Eduhonesty: I have bought a lot of my own paper this year. My fellow teachers are doing the same. Given that we just got a seven-figure government grant, though, I wonder why I am supporting Walmart. Couldn’t the district buy more paper? Where is our paper?

I am sure the students don’t mind. The paper crisis cuts down on homework, for one thing. I’d like to observe that students complete homework printed on white paper much more often than problems they have written down for themselves. I know this to be true from experience. I suspect that photocopied assignments simply seem more official and therefore less optional.

Maybe we are conserving the Earth’s resources. Like the hotels that no longer wash towels, we no longer replace paper, saving the trees for posterity. If so, I can get behind our grand gesture — especially since I do not seem to have a choice. Let the trees win, I say. Decreased grading is not proving all that hard on me, actually.

If I were trying to pull up the learning and scores of a struggling district, I’d have paper on hand, though. More completed homework does help us with that mission. Just saying.

Thanking us all

———- Forwarded message ———-
From: (An administrator sometimes referred to as Lord Vader)
Date: Wed, May 6, 2015 at 8:07 AM
Subject: Thank you
To: (A whole bunch of teachers including me)
All,

I wanted to say thank you to everyone for their tremendous work and effort over the past couple weeks with MAP and PARCC testing. I know testing can be draining and everyone has been eager to get back to teaching. I appreciate everyone’s patience and flexibility with the scheduling changes. It hasn’t been easy, but we did it!

As I walked around this time for PARCC, I noticed that students were more focused and the energy of the room was more positive. I know that others who help support the relief efforts made the same comments. This is a true testament to the hard work that everyone has put in to motivate and teach our students.

Today, we will not be doing any make up testing (YAY!!!). I will be working on a schedule to get all our students done testing for PARCC. We will start tomorrow and hopefully finish by mid week next week.

Again, thank you for your hard work. Please be patient as student will be dismissed out of class to finish testing over the next couple days.

(The Sith Lord)

Eduhonesty: If those “couple of weeks” were the only weeks, this missive would not be noteworthy. But we are in our third bout of testing for AIMSWEB and MAP and our second bout of testing for PARCC. This does not include diagnostic tests from the outside consulting firm that are not counted in the grades, but that have been given regularly throughout the year.

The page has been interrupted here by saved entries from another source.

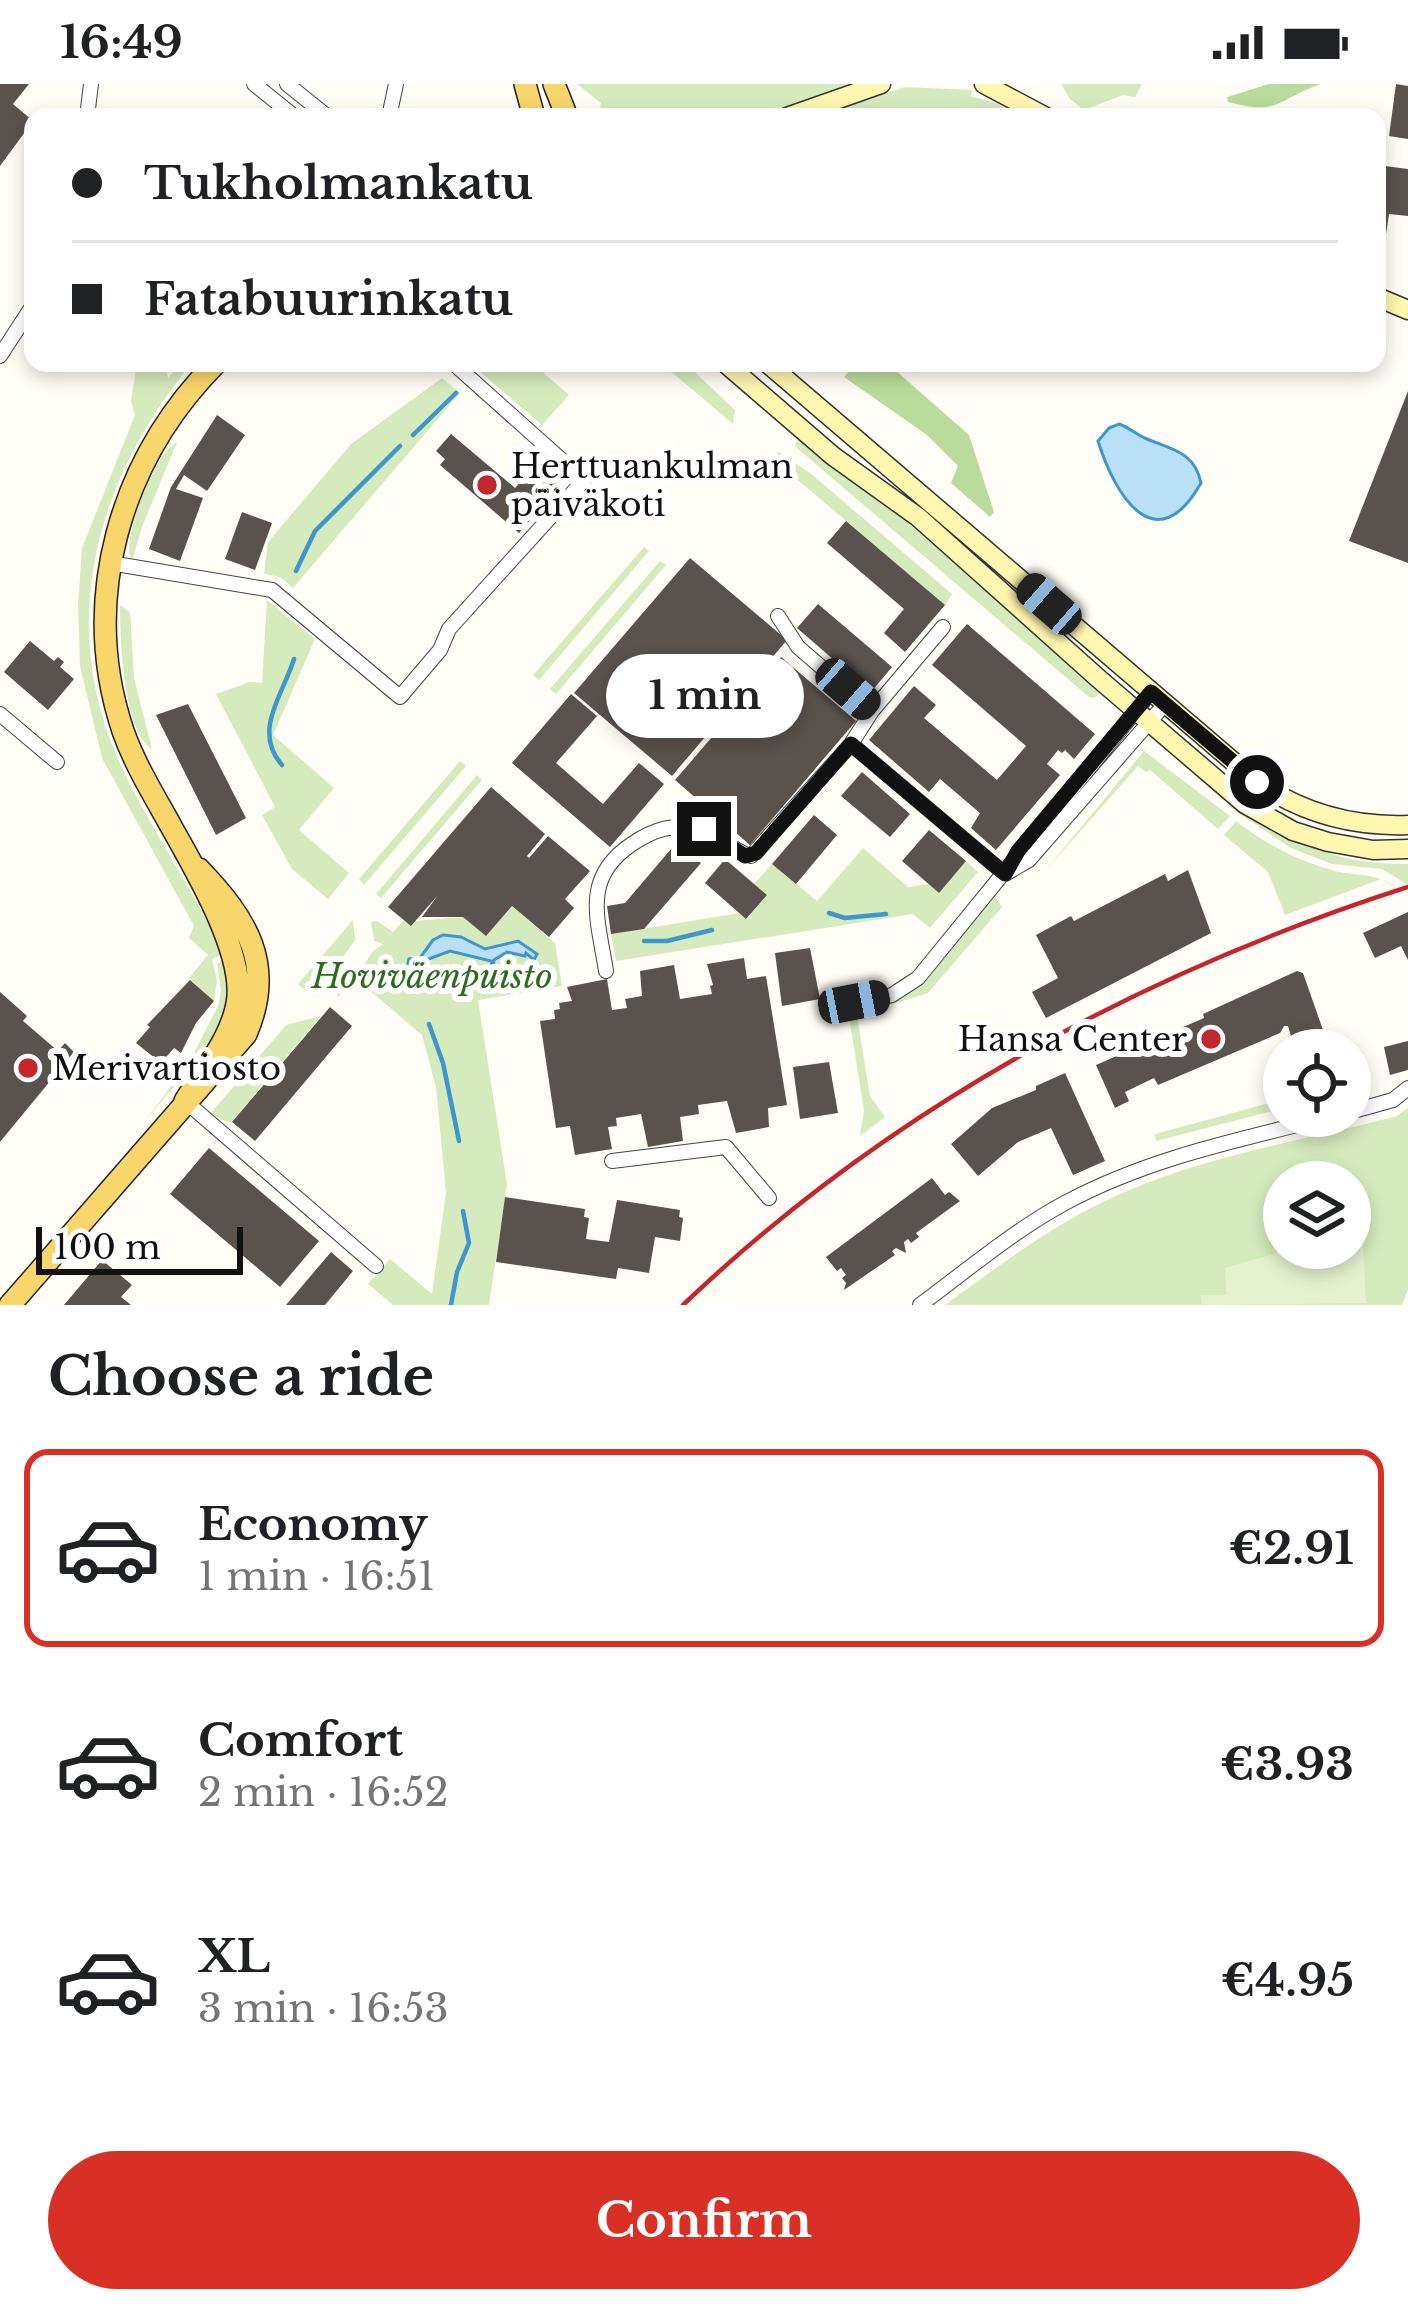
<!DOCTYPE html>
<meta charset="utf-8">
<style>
body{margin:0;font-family:"Libre Baskerville",serif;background:#f2f2f2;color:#202124;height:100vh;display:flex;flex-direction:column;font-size:45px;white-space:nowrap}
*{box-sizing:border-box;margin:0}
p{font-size:39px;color:#757577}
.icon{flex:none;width:66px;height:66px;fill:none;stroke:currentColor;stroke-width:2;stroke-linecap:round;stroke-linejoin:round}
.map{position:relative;height:1221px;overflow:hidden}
.sheet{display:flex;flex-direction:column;background:#fff;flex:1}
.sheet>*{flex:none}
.guide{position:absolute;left:24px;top:24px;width:1362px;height:264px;border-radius:24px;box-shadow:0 6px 18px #0003;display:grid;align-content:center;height:264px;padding:0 48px;background:#fff}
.tools{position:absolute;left:1263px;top:945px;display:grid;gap:24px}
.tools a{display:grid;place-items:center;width:108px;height:108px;border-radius:50%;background:#fff;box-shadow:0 6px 18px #0003;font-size:60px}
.scale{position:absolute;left:36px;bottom:30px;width:207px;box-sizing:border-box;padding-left:12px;border:6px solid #111;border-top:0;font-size:33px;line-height:42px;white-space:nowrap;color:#111;-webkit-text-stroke:9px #fff;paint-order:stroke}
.end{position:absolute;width:54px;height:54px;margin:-27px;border:15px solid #111;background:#fff;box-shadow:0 0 0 6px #fff}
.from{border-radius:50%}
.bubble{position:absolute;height:84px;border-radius:42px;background:#fff;box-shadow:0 6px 18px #0003;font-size:39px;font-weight:700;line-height:84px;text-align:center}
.car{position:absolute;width:36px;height:72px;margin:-36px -18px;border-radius:15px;box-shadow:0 0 9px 3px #0007;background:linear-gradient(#222 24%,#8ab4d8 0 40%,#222 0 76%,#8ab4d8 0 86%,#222 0)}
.guide b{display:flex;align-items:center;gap:42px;height:114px;font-size:45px}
.guide b+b{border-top:3px solid #e0e0e0}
.guide i{width:30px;height:30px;background:#202124}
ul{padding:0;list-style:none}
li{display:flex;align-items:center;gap:36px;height:198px;margin:0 24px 18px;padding:0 24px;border:6px solid transparent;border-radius:24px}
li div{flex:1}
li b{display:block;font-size:45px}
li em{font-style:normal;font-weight:700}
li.current{border-color:#d93025}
li>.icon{width:108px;height:108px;stroke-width:1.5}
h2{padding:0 48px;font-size:54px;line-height:144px}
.button{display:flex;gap:24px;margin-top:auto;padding:24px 48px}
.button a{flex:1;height:138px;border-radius:72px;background:#d93025;color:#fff;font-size:48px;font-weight:700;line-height:138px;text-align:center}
.status{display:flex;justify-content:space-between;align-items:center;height:84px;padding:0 60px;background:#fff;direction:ltr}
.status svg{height:33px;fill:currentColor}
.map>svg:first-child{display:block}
</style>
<div class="status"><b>16:49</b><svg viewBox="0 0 49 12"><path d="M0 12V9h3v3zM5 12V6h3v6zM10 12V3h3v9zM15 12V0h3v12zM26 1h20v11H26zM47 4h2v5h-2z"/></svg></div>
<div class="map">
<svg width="1408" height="1221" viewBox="0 0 1408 1221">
<rect width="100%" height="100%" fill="#fffdf5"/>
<path fill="#d5ebbd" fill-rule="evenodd" d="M577 0H852L779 29 757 33H598L601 19Z
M1061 0H1142L1135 13 1123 11 1084 26 1070 15Z
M905 3 972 6 971 12 996 19 1020 33H813Z
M137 279H165L168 294 181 279H192C99 391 56 535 118 675 148 742 193 803 223 870L212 875 217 896 214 917 189 894 208 871 189 854 194 842 102 674 80 582 78 521 82 464 135 331 131 317Z
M470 279H532L569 311 542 341Z
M661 279H685L735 326 733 340Z
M442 294 460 309 293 504 280 493 264 490 268 458 351 360Z
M799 353 895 424 1101 608 1094 614 1089 613 798 365 795 360Z
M177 358 142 443 132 477C119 458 156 367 177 358Z
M779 368 810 389 952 510 945 521 772 374Z
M644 463 649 467 539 596 533 591Z
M660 477 666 481 556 610 550 605Z
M267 516 315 555 273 651 334 704 299 746 349 789 328 815 292 785 262 731 275 723 216 610 250 598 262 599Z
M120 521 130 528 134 594 152 665C123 647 120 554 120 521Z
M1144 667 1230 732 1218 745 1150 686 1146 688 1138 682 1045 787Z
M460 677 466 682 364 801 359 795Z
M477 691 482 696 381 814 376 810Z
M1231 719C1296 757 1330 781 1408 780V801L1382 785 1332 780 1291 764 1228 722Z
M1236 737C1264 759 1297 777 1332 786 1355 793 1378 788 1397 804L1381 795 1285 831 1268 788 1224 751Z
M863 764 908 803 928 800 939 808 966 777 978 788 930 844 913 830 616 877 611 850 740 829 747 835 767 811 754 800 772 780 817 817Z
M995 813 1002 823 928 909 893 920 916 905Z
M512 822 555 859 562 902 478 916 507 1100 489 1221H393L368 1200 390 1175 432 1210 446 1108 436 1003 422 951 355 894 338 913 335 905 341 894 359 889 373 867 383 860 374 857 371 838 377 837 393 848 404 836 411 842 415 837 464 833Z
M353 836 355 856 331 890 318 893 305 906 298 900Z
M225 876 230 914 216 952 146 1036 191 975 218 922 221 907 217 880Z
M321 932 230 1039 210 1030 286 941Z
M857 932 870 1012 885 1033 860 1052 864 1027 850 939 851 933Z
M1284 1015V1024L1156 1057 1155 1050Z
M1408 1024V1206L1402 1221H945C1005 1177 1063 1133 1132 1105 1216 1070 1309 1055 1397 1032ZM1284 1098H1350V1164H1284Z"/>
<path fill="#b9dc9c" d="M1269 0H1321C1277 15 1280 32 1228 18L1227 13Z
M856 279H887L969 351 994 428 990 433 951 399 958 382 927 351 844 293Z"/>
<path fill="#e6f2cf" d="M1350 1161H1363L1366 1219 1202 1221 1201 1211H1226L1225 1184 1295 1164H1350Z"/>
<path fill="#b9e0f7" stroke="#3f96cf" stroke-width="3" d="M1119 340C1130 344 1137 351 1147 355 1171 365 1195 368 1201 399 1156 478 1115 412 1098 357L1109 344Z
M443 851 461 853 485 865 518 857 537 870 534 876 526 869 525 872 507 868 494 876 493 883 491 877 450 867 407 883 409 875 420 874 433 856Z"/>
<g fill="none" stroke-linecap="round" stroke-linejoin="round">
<path stroke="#3f96cf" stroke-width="4.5" d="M413 351 456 309
M296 487 315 447 400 362
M282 681C252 647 283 611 294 575
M829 829 845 834 886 830
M644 857H667L712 846
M429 940 443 979 459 1057
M451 1221 457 1188 469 1159 463 1127"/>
</g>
<path fill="#5a524d" d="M0 0H29L13 20 33 37 0 82Z
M1396 0 1408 2V55L1389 52Z
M1377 81 1408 85V132L1389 130 1385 157 1377 156Z
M1408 307V479L1349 457Z
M217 331 245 351 207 407 184 391 176 405 203 414 180 477 149 465 171 403Z
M451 350 515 404 538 378 562 398 519 449 440 381 445 375 436 367Z
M242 428 272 439 255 486 225 475Z
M846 437 945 521 905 568 884 549 904 525 827 459Z
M690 474 787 556 672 692 574 609Z
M818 520 892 583 871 608 797 544Z
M967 540 1095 650 1074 675 1065 666 1062 669 1058 666 1047 680 1060 691 996 766 971 744 980 729 940 695 929 708 869 656 914 602 936 621 924 634 997 696 1026 662 932 581Z
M30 557 54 577 58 573 64 578 60 583 74 595 48 626 4 588Z
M781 573 856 637 750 761 675 696Z
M571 610 597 632 556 679 603 720 639 679 664 700 610 763 512 679Z
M188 620 246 734 216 751 156 631Z
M862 688 910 730 890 753 841 712Z
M491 703 545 750 527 772 529 774 548 752 590 787 565 815 574 824 549 853 512 822 486 852 463 833H422L438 811 411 842 388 823Z
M814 731 837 751 796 800 772 780Z
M929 746 966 777 939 809 902 777Z
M677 758 701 779 644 845 611 850 607 822 625 819Z
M725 775 767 811 746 835 705 799Z
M1188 786 1211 849 1046 934 1032 908 1058 894 1036 851 1071 832 1074 837 1165 790 1168 797Z
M1408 828V876L1401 862 1375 874 1363 849Z
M810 864 820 915 782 922 775 869Z
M744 874 747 895 766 892 787 1021 768 1024 769 1043 736 1049 727 1017 698 1021 699 1030 680 1033 683 1057 648 1063 641 1030 616 1034 617 1042 608 1043 612 1065 575 1071 570 1042 556 1044 540 937 555 935 554 926 560 925 559 919 572 917 567 903 607 895 612 926 627 924 625 915 642 912 640 887 674 881 680 915 712 910 710 902 713 901 707 880Z
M1297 887 1303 889 1330 966H1295L1288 942H1284L1280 949 1158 1001 1154 994 1125 1008 1129 1017 1115 1024 1096 981 1204 934 1203 930Z
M190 896 214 917 196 939 181 969 174 964 161 979 136 959 150 943 147 941Z
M0 908 27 932 23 937 58 967 65 959 74 968 0 1058Z
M330 923 352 942 255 1057 232 1038Z
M1408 957V986L1390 991 1384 963Z
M829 978 838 1029 800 1035 793 983Z
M1065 989 1105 1077 1073 1091 1051 1044 1018 1058 978 1092 951 1060 992 1024 1036 1006V1002Z
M209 1064 319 1157 280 1203 170 1110Z
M932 1094 945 1111 949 1108 960 1117 916 1149 919 1153 911 1159 908 1155 904 1158 906 1169 896 1164 892 1167 895 1171 844 1206 846 1199 842 1194 846 1191 841 1184 837 1187 826 1173Z
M505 1113 585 1125 584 1133 589 1134 586 1155 609 1158 617 1116 680 1126 679 1133 683 1134 680 1157 655 1153 649 1189 618 1184 616 1195 496 1178Z
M331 1168 353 1187 325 1221H286Z
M102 1176 132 1201 121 1213 131 1221H64Z"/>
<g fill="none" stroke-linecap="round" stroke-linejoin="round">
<defs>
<path id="street" d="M254 0 295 33
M287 0 328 33
M87 33 91 0
M389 33 396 0
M0 272 33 221
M110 479 272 506 400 613 440 566 449 545 584 396 453 279
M778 532 798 563 872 627
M0 630 57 678
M851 660 872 627 943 543
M1005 790 1029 776 1165 620
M606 887C598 835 581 794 632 760 654 745 674 739 702 745 721 749 732 768 751 772L851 660 1005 790
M846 923 892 911 918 894 1151 608
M185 1017 376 1182
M1350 1028 1393 1016 1408 1004
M612 1077 726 1063 769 1114
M920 1221C966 1187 1012 1148 1063 1120 1147 1074 1242 1055 1334 1032"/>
<path id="secondary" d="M984 0 1046 33
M787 33 881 0
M1377 213 1408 226
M725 279 833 372 918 433 1099 595 1245 720 1293 747 1328 758 1373 766 1408 765
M767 279 1257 698C1302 729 1353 743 1408 741"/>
<path id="primary" d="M525 0 534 33
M554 0 567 33
M185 1017C204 986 235 950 238 912 241 863 196 787 172 744 155 713 135 681 123 647 79 515 120 376 216 279
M10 1221 246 950C276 881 247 835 199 785"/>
</defs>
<use href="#street" stroke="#444" stroke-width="16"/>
<use href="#secondary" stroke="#333" stroke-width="21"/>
<use href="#primary" stroke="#222" stroke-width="24"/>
<use href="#street" stroke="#fff" stroke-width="14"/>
<use href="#secondary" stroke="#fff6b0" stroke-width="18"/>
<use href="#primary" stroke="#f9d66b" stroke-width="21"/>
<path stroke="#c4262e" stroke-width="4.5" d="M683 1221C887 1026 1140 889 1408 803"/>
</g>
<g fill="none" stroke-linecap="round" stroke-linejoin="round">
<path stroke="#111" stroke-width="15" d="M704 745 745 772 756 769 851 660 1005 790 1018 767 1151 608 1257 698"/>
</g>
<g fill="#c4262e" stroke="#fff" stroke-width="4.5">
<circle cx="487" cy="401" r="12"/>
<circle cx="1211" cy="955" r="12"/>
<circle cx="28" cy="984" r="12"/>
</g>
<g text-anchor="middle" stroke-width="12" stroke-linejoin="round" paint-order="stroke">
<g font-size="33" fill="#111" stroke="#fff" text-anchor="start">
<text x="511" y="394">Herttuankulman<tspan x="511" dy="38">päiväkoti</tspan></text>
<text x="1187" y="967" text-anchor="end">Hansa Center</text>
<text x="52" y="996">Merivartiosto</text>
</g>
<g font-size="33" font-style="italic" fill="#2f6b1f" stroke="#fff">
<text x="432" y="904">Hoviväenpuisto</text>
</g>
</g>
</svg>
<div class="tools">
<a><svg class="icon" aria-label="locate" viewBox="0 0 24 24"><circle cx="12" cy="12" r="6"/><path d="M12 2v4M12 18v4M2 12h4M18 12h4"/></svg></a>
<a><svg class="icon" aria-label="layers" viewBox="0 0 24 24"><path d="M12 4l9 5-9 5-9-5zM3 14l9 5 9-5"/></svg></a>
</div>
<div class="scale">100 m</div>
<i class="end from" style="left:1257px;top:698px"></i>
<i class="end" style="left:704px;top:745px"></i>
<div class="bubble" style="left:606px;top:570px;width:198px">1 min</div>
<i class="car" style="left:1049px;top:520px;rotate:311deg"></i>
<i class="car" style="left:848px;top:605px;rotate:131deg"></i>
<i class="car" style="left:854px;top:918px;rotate:79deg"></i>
<div class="guide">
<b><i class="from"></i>Tukholmankatu</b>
<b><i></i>Fatabuurinkatu</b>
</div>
</div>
<section class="sheet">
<h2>Choose a ride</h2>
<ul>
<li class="current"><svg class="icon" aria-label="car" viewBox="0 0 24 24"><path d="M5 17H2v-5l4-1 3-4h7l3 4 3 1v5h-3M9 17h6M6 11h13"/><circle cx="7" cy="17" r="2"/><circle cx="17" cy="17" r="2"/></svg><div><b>Economy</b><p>1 min · 16:51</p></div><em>€2.91</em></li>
<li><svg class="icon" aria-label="car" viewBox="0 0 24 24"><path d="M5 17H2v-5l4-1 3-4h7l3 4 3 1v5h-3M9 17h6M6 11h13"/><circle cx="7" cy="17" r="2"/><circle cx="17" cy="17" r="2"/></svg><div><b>Comfort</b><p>2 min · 16:52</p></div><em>€3.93</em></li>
<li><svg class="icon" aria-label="car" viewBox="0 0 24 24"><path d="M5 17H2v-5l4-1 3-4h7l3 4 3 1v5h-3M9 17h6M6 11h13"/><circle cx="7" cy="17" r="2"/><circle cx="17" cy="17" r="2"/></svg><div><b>XL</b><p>3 min · 16:53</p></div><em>€4.95</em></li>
</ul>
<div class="button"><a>Confirm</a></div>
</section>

Since PARCC finished yesterday, but the make-up schedule had not yet been created, I had a carpe diem moment this morning and seized the Chromebooks so students could take notes as Googledocs. Readers will know that the internet has been off-limits to students during these last few weeks because allowing too many students on the net sucks up our limited bandwidth, creating testing issues. Chromebooks have sat idle while students took the PARCC test, a slow process since that same limited bandwidth made it necessary to test groups grade by grade. On the plus side, YouTube returned a few days back. Not all streaming video is blocked now. I used the return of YouTube to reinforce today’s probability lesson. Sometimes an extra eight minutes of another voice saying what I said, but in a slightly different way, makes all the difference in terms of student understanding. I can reinforce my lesson without seeming repetitive.

I will be glad when PARCC is over-over. I hope to see the end of standardized testing by next Wednesday. Absences that lead to test make-ups lead to even more classroom make-ups, of course, since the absentees have to catch up on what they miss in class while they are taking their make-up tests.